▶ _What is expected_
Search the listing below for the word "evenodd" and copy each line where it appears.
------------------------------------
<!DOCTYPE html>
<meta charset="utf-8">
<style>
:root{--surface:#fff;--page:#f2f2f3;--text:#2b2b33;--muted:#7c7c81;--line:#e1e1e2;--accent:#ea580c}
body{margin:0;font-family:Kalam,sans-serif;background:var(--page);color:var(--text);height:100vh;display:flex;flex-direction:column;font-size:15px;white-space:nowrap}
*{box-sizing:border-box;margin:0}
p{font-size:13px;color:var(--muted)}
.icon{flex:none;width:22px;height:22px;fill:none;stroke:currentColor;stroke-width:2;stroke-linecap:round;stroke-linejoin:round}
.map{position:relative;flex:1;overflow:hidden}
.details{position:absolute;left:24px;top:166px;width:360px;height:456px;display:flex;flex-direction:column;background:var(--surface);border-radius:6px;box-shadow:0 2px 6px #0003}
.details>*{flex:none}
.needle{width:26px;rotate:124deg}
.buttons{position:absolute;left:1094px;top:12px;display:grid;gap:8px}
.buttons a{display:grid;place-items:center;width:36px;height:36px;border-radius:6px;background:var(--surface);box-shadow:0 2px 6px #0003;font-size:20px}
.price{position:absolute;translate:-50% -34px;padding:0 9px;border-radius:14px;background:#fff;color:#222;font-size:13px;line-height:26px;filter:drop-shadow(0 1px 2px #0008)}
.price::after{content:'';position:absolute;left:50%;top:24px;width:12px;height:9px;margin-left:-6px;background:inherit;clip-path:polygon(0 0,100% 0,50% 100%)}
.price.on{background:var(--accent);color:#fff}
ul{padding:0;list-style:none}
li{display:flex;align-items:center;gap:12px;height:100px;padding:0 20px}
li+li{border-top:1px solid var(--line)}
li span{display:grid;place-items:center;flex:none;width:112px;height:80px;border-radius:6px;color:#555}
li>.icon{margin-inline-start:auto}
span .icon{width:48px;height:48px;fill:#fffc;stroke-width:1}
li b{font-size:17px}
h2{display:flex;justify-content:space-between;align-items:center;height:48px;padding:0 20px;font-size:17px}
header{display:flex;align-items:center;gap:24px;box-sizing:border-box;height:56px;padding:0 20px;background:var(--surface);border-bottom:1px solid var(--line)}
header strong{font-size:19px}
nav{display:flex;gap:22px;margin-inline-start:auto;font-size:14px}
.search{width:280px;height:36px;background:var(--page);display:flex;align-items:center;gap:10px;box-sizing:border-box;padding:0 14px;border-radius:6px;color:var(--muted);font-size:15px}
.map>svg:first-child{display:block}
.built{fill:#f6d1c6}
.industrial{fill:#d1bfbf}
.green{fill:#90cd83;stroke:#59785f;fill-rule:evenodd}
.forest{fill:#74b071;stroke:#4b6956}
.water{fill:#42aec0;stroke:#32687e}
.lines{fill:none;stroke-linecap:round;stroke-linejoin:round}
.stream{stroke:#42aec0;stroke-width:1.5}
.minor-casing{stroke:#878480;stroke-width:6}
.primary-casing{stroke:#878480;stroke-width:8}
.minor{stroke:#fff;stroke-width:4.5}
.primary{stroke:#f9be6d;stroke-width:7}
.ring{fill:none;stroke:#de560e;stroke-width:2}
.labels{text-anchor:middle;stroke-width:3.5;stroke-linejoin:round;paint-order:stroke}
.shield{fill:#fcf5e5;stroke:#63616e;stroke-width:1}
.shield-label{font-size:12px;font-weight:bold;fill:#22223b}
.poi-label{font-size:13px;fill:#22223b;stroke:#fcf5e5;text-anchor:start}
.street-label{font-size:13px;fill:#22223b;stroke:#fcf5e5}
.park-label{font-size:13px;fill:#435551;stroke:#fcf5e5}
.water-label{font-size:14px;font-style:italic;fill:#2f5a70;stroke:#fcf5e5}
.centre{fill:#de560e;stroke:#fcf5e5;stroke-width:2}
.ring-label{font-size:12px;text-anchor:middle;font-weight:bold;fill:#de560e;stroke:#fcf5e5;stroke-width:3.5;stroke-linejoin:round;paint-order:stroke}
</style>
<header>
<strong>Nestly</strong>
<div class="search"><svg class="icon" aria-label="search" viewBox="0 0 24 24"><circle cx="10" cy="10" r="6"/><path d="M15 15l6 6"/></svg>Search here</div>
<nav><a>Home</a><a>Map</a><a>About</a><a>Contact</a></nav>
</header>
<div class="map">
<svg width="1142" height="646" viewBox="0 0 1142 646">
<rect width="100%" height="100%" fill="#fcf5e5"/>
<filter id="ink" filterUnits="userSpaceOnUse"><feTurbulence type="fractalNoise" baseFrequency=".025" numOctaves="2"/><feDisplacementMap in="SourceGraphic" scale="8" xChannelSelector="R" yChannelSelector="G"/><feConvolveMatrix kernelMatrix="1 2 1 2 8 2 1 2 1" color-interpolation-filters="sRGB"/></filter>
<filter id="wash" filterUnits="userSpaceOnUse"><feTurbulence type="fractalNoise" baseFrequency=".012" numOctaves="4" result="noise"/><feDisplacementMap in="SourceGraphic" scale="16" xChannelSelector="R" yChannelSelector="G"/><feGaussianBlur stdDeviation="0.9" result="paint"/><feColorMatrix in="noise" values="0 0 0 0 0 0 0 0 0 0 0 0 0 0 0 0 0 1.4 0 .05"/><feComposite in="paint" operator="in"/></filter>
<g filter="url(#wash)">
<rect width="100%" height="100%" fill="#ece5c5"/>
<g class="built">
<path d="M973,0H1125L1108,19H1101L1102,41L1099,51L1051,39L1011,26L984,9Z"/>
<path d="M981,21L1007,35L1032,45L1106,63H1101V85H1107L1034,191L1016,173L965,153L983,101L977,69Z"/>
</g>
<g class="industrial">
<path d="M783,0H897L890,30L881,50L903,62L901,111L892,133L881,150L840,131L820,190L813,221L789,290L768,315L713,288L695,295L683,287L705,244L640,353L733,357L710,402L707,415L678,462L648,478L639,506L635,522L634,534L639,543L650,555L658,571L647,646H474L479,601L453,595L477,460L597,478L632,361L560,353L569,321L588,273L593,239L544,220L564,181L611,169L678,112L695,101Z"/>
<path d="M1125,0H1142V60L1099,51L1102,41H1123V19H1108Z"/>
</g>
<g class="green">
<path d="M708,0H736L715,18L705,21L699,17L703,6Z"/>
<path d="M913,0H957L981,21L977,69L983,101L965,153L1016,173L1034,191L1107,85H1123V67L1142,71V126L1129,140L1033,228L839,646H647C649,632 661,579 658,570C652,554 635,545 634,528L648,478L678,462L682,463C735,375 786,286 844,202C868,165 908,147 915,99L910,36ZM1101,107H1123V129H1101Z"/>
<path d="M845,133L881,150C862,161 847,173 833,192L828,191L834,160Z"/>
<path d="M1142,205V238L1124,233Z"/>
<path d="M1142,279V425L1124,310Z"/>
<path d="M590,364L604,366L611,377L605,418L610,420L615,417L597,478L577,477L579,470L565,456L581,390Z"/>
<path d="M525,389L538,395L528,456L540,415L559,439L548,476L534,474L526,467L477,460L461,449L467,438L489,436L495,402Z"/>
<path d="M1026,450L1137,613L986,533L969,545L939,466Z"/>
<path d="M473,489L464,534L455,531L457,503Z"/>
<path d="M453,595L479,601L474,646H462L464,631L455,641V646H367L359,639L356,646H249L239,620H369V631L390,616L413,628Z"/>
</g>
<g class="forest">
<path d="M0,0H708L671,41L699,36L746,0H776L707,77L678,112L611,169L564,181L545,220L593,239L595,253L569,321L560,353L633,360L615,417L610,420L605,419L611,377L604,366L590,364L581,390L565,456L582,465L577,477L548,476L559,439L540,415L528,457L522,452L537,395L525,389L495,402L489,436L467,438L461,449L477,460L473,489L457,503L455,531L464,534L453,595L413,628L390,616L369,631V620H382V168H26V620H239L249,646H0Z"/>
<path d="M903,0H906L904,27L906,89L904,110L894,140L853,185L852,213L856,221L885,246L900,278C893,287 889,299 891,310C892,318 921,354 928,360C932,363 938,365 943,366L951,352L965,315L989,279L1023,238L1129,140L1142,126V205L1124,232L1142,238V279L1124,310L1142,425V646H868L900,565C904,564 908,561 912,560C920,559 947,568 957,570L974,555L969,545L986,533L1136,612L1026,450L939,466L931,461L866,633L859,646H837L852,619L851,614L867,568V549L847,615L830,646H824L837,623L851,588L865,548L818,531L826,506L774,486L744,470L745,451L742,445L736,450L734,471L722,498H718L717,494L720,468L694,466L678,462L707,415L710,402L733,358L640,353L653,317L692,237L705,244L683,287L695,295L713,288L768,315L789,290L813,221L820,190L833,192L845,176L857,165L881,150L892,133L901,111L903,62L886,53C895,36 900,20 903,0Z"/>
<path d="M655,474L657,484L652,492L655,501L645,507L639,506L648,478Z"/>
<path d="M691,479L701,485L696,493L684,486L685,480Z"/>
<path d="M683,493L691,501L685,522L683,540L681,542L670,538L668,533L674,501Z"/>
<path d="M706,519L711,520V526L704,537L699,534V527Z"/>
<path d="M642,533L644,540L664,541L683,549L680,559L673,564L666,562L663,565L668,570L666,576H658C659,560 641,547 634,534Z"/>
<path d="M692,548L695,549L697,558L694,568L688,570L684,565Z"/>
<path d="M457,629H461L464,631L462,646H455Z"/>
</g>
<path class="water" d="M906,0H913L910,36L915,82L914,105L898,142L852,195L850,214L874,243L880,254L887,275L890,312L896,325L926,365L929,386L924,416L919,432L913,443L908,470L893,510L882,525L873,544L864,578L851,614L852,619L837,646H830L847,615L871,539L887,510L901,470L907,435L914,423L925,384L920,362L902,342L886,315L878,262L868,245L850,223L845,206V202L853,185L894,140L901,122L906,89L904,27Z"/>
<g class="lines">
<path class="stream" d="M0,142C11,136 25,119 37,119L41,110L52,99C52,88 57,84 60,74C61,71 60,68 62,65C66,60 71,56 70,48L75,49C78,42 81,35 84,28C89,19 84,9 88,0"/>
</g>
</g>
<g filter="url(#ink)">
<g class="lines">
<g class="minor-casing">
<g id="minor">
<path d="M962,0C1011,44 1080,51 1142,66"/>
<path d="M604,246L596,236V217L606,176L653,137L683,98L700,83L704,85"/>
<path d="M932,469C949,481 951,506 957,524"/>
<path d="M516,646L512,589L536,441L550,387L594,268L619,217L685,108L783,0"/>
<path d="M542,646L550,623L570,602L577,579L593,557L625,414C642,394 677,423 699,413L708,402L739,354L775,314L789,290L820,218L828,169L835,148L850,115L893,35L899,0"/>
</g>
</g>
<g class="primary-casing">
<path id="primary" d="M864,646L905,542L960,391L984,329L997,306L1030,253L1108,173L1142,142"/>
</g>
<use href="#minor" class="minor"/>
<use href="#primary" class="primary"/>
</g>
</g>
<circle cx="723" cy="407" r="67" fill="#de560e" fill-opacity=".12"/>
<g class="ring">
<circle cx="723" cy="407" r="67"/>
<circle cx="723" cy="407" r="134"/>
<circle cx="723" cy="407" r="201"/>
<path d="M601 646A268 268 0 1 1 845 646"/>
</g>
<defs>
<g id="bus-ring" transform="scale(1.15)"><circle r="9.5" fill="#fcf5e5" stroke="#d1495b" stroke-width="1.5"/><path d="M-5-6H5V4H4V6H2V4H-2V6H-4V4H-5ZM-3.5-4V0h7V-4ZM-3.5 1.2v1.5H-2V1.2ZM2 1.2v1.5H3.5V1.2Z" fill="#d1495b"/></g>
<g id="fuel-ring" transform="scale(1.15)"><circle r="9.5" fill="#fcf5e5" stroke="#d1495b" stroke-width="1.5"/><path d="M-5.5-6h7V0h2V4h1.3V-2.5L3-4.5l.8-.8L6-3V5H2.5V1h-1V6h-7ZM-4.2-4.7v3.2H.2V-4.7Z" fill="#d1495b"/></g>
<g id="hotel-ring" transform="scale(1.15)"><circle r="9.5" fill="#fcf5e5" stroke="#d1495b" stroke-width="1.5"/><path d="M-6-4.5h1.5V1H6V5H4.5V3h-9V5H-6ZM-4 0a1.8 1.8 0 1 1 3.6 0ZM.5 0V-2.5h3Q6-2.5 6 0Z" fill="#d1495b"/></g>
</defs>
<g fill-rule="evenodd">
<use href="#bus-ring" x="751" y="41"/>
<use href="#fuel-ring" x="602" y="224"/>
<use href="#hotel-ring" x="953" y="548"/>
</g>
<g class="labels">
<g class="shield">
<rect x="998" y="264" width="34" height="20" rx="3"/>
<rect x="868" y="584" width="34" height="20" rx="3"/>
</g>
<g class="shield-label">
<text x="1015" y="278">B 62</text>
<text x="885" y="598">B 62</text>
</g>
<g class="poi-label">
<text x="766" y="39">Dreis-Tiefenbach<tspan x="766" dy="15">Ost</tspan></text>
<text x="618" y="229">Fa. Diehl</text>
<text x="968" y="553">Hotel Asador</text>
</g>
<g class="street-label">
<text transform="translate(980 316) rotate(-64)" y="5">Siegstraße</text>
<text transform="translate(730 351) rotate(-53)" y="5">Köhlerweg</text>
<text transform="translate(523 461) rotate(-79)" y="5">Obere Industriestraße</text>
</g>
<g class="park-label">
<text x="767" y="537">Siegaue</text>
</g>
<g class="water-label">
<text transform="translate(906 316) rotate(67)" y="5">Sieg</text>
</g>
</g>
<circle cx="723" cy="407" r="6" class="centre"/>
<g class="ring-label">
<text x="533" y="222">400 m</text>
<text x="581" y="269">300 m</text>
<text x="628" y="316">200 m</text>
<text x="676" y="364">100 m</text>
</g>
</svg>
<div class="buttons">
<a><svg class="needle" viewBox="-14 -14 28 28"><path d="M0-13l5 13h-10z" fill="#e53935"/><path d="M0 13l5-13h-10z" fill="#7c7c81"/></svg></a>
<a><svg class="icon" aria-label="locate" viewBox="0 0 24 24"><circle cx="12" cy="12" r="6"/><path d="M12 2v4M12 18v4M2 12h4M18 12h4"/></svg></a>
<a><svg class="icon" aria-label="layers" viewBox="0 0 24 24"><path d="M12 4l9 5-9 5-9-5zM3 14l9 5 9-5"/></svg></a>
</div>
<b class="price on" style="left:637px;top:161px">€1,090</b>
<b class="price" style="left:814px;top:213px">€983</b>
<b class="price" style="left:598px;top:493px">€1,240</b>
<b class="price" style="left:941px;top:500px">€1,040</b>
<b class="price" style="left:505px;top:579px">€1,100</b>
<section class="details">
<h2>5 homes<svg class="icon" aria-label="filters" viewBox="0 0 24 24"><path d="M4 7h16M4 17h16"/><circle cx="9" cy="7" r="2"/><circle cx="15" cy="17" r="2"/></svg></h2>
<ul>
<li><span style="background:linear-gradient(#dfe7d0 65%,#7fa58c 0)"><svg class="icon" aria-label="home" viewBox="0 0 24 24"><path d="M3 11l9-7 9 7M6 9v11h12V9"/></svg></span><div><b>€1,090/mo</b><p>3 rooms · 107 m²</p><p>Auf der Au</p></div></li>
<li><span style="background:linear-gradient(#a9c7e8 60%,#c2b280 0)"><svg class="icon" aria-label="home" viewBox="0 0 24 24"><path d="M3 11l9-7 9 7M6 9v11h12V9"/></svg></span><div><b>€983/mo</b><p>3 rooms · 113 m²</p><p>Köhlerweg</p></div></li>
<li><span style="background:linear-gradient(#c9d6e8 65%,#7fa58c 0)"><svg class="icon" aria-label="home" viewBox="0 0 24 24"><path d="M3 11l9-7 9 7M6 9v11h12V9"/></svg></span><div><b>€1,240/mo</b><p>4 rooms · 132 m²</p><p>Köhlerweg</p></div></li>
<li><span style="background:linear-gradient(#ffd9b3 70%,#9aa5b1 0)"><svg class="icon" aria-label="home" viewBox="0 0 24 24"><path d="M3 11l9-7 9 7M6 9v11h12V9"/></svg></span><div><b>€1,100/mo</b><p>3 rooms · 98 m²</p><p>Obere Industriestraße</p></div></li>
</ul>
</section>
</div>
------------------------------------
▶ _Result of this task_
.green{fill:#90cd83;stroke:#59785f;fill-rule:evenodd}
<g fill-rule="evenodd">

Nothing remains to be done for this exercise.